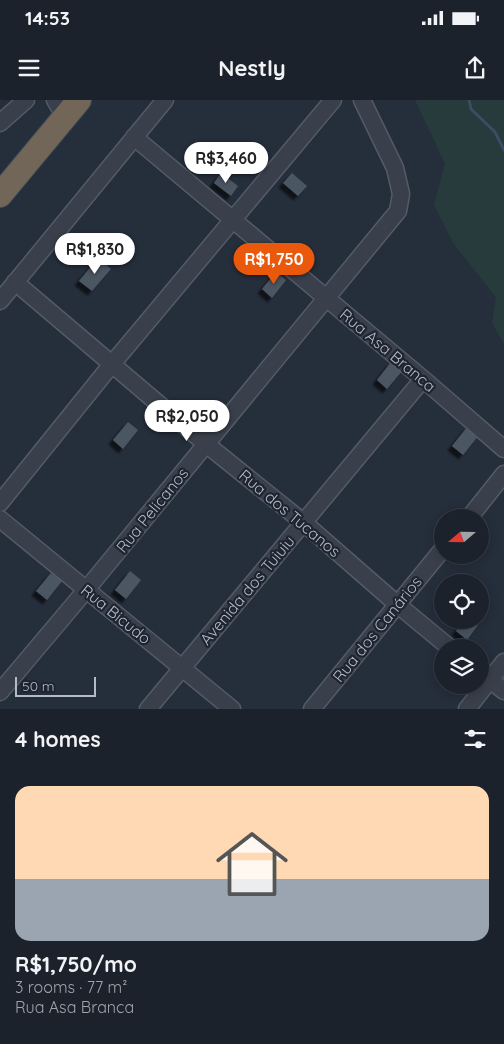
<!DOCTYPE html>
<meta charset="utf-8">
<style>
body{margin:0;font-family:Quicksand,sans-serif;background:#292f38;color:#f1f3f6;height:100vh;display:flex;flex-direction:column;font-size:19px;white-space:nowrap}
*{box-sizing:border-box;margin:0}
p{font-size:16px;color:#a0a4a9}
.icon{flex:none;width:28px;height:28px;fill:none;stroke:currentColor;stroke-width:2;stroke-linecap:round;stroke-linejoin:round}
.map{position:relative;height:609px;overflow:hidden}
.details{display:flex;flex-direction:column;background:#1c222c;flex:1}
.details>*{flex:none}
.needle{width:32px;rotate:250deg}
.fabs{position:absolute;left:434px;top:409px;display:grid;gap:10px}
.fabs a{display:grid;place-items:center;width:55px;height:55px;border-radius:50%;background:#1c222c;box-shadow:0 2px 12px #0003,0 0 0 1px #3a3f48;font-size:25px}
.scale{position:absolute;left:15px;bottom:12px;width:81px;box-sizing:border-box;padding-left:5px;border:2px solid #b4bbc7;border-top:0;font-size:14px;line-height:18px;white-space:nowrap;color:#b4bbc7;-webkit-text-stroke:4px #1e2530;paint-order:stroke}
.price{position:absolute;translate:-50% -42px;padding:0 11px;border-radius:18px;background:#fff;color:#222;font-size:16px;line-height:32px;filter:drop-shadow(0 1px 2px #0008)}
.price::after{content:'';position:absolute;left:50%;top:30px;width:15px;height:11px;margin-left:-8px;background:inherit;clip-path:polygon(0 0,100% 0,50% 100%)}
.price.on{background:#ea580c;color:#fff}
ul{padding:0;list-style:none}
li{display:grid;align-content:center;gap:10px;height:265px;padding:0 15px}
li+li{border-top:1px solid #3a3f48}
li span{display:grid;place-items:center;height:155px;border-radius:15px;color:#555}
li>.icon{margin-inline-start:auto}
span .icon{width:90px;height:90px;fill:#fffc;stroke-width:1}
li b{font-size:21px}
h2{display:flex;justify-content:space-between;align-items:center;height:60px;padding:0 15px;font-size:21px}
.status{display:flex;justify-content:space-between;align-items:center;height:35px;padding:0 25px;background:#1c222c;direction:ltr}
.status svg{height:14px;fill:currentColor}
header{display:flex;justify-content:space-between;align-items:center;height:65px;padding:0 15px;background:#1c222c;font-size:22px;font-weight:700}
.map>svg:first-child{display:block}
</style>
<div class="status"><b>14:53</b><svg viewBox="0 0 49 12"><path d="M0 12V9h3v3zM5 12V6h3v6zM10 12V3h3v9zM15 12V0h3v12zM26 1h20v11H26zM47 4h2v5h-2z"/></svg></div>
<header><svg class="icon" aria-label="menu" viewBox="0 0 24 24"><path d="M4 6h16M4 12h16M4 18h16"/></svg>Nestly<svg class="icon" aria-label="share" viewBox="0 0 24 24"><path d="M12 15V3M7 8l5-5 5 5M5 13v7h14v-7"/></svg></header>
<div class="map">
<svg width="504" height="609" viewBox="0 0 504 609">
<defs>
<filter id="shadow"><feDropShadow dx="-4.5" dy="4.5" stdDeviation="1" flood-color="#0009"/></filter>
</defs>
<rect width="100%" height="100%" fill="#252e3b"/>
<!-- green -->
<path fill="#273a3c" d="M415 0H504V244L492 223 496 197 453 143 434 105 445 64Z"/>
<g fill="none" stroke-linecap="round" stroke-linejoin="round">
<!-- stream -->
<path stroke="#3c4c63" stroke-width="3" d="M469 0 471 9 495 32 504 50"/>
</g>
<!-- building -->
<path fill="#4c5664" filter="url(#shadow)" d="M221 73 238 86 231 96 214 83Z
M292 73 307 86 298 96 283 83Z
M98 158 111 169 92 191 79 181Z
M276 172 286 180 272 198 262 189Z
M391 262 402 271 387 289 377 280Z
M128 322 138 330 123 349 113 340Z
M468 326 479 335 463 355 452 346Z
M130 471 141 480 126 499 115 490Z
M51 473 62 481 47 500 36 491Z
M465 520H472L478 525 467 540 456 531Z"/>
<g fill="none" stroke-linecap="round" stroke-linejoin="round">
<defs>
<path id="minor" d="M55 0 65 17
M0 23 26 0
M134 37 423 279 504 349
M15 182 206 344 303 422 398 505 450 548
M0 201 165 0
M0 403 112 264 333 0
M469 418 504 374
M0 419 232 609
M480 572 504 591
M0 592 86 490 398 111 401 94 395 68 362 0
M148 609 423 279
M312 609 442 450
M467 609 504 562"/>
<path id="highway" d="M0 95 79 0"/>
</defs>
<!-- minor casing -->
<use href="#minor" stroke="#545b66" stroke-width="19"/>
<!-- highway casing -->
<use href="#highway" stroke="#444b56" stroke-width="26"/>
<!-- minor -->
<use href="#minor" stroke="#39404b" stroke-width="16"/>
<!-- highway -->
<use href="#highway" stroke="#716657" stroke-width="24"/>
</g>
<g text-anchor="middle" dominant-baseline="central" stroke-width="4.5" stroke-linejoin="round" paint-order="stroke">
<!-- street labels -->
<g font-size="16" fill="#b4bbc7" stroke="#1e2530">
<text transform="translate(388 250) rotate(40)">Rua Asa Branca</text>
<text transform="translate(152 410) rotate(-51)">Rua Pelicanos</text>
<text transform="translate(290 413) rotate(40)">Rua dos Tucanos</text>
<text transform="translate(247 490) rotate(-50)">Avenida dos Tuiuiu</text>
<text transform="translate(116 514) rotate(39)">Rua Bicudo</text>
<text transform="translate(377 529) rotate(-51)">Rua dos Canários</text>
</g>
</g>
</svg>
<div class="fabs">
<a><svg class="needle" viewBox="-14 -14 28 28"><path d="M0-13l5 13h-10z" fill="#e53935"/><path d="M0 13l5-13h-10z" fill="#a0a4a9"/></svg></a>
<a><svg class="icon" aria-label="locate" viewBox="0 0 24 24"><circle cx="12" cy="12" r="6"/><path d="M12 2v4M12 18v4M2 12h4M18 12h4"/></svg></a>
<a><svg class="icon" aria-label="layers" viewBox="0 0 24 24"><path d="M12 4l9 5-9 5-9-5zM3 14l9 5 9-5"/></svg></a>
</div>
<div class="scale">50 m</div>
<b class="price" style="left:226px;top:84px">R$3,460</b>
<b class="price" style="left:95px;top:175px">R$1,830</b>
<b class="price on" style="left:274px;top:185px">R$1,750</b>
<b class="price" style="left:187px;top:342px">R$2,050</b>
</div>
<section class="details">
<h2>4 homes<svg class="icon" aria-label="filters" viewBox="0 0 24 24"><path d="M4 7h16M4 17h16"/><circle cx="9" cy="7" r="2"/><circle cx="15" cy="17" r="2"/></svg></h2>
<ul>
<li><span style="background:linear-gradient(#ffd9b3 60%,#9aa5b1 0)"><svg class="icon" aria-label="home" viewBox="0 0 24 24"><path d="M3 11l9-7 9 7M6 9v11h12V9"/></svg></span><div><b>R$1,750/mo</b><p>3 rooms · 77 m²</p><p>Rua Asa Branca</p></div></li>
</ul>
</section>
---+---
* Aim of the task *
Read through the data above. Report each line that has the word "absolute".

* Answer section *
.fabs{position:absolute;left:434px;top:409px;display:grid;gap:10px}
.scale{position:absolute;left:15px;bottom:12px;width:81px;box-sizing:border-box;padding-left:5px;border:2px solid #b4bbc7;border-top:0;font-size:14px;line-height:18px;white-space:nowrap;color:#b4bbc7;-webkit-text-stroke:4px #1e2530;paint-order:stroke}
.price{position:absolute;translate:-50% -42px;padding:0 11px;border-radius:18px;background:#fff;color:#222;font-size:16px;line-height:32px;filter:drop-shadow(0 1px 2px #0008)}
.price::after{content:'';position:absolute;left:50%;top:30px;width:15px;height:11px;margin-left:-8px;background:inherit;clip-path:polygon(0 0,100% 0,50% 100%)}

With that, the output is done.